Eni: in Libia fermo un milione di barili di petrolio

La crisi ha coinvolto anche il Cane a sei zampe. Descalzi: «Tutto il nostro sforzo è per tutelare gli asset in loco e i dipendenti»

Eni ha inoltre fin dall’inizio incluso nella propria strategia un percorso di abbattimento anche delle emissioni Scope 3

Una storia nata nel lontano 1959, e che ora rischia di vacillare.
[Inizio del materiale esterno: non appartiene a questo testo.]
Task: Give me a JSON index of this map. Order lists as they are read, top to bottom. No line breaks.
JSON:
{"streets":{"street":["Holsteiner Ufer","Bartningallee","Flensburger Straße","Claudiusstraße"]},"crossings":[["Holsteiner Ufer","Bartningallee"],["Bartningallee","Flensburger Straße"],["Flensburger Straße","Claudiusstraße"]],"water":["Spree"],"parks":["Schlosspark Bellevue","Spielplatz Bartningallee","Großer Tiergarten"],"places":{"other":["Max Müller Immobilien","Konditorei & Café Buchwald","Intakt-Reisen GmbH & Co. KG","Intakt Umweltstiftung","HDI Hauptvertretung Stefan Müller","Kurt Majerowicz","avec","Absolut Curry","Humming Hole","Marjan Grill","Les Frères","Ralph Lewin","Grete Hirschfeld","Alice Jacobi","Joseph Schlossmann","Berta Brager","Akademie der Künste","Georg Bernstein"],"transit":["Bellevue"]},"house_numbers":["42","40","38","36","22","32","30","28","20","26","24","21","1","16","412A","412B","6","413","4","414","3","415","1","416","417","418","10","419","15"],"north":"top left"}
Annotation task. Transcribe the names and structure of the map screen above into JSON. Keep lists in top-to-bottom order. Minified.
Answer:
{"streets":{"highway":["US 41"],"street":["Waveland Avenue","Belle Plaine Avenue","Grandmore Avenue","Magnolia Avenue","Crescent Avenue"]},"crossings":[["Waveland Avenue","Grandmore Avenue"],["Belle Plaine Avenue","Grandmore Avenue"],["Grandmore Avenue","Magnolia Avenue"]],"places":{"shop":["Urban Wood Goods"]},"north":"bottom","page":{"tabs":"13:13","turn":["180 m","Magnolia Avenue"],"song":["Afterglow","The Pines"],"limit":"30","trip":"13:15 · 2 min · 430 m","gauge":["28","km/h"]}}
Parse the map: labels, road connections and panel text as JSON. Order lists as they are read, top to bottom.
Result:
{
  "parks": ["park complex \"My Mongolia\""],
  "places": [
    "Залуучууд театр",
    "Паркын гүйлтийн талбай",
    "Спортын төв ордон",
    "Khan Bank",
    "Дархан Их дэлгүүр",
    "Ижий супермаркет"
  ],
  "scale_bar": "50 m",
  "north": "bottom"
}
Sono più di 50 anni che Eni è presente in Libia, attiva nei settori Exploration & Production e Gas & Power nell’offshore di fronte alla città di Tripoli e nel deserto, ma le recenti vicissitudini politiche stanno rendendo la permanenza sul territorio dell’azienda guidata da Claudio Descalzi sempre più complicata.

«La situazione in Libia è molto difficile per noi perché da tre settimane abbiamo un milione di barili fermo – commenta Claudio Descalzi – Questo non sta impattando sul prezzo dell’olio perché è sceso, ma è un numero davvero alto: un milione di barile vuole dire tanto per la Libia dato che, oltre alle spese ordinarie degli stipendi, ci sono anche da pagare i medici e i medicinali. È una guerra nella guerra».







Secondo gli ultimi dati diramati dal Gruppo, Eni possiede in Libia 11 titoli minerari (4 permessi esplorativi e 7 produttivi), regolati da contratti di Exploration and Production Sharing Agreement (Epsa). Nel corso del 2018 le attività di sviluppo hanno riguardato l’avvio produttivo del progetto offshore di Bahr Essalam fase 2, con la messa in produzione di 10 nuovi pozzi offshore e il completamento delle attività di potenziamento degli impianti di trattamento gas a Mellitah e Sabratha, che hanno incrementato la capacità di trattamento fino a 1.100 milioni di piedi cubi al giorno.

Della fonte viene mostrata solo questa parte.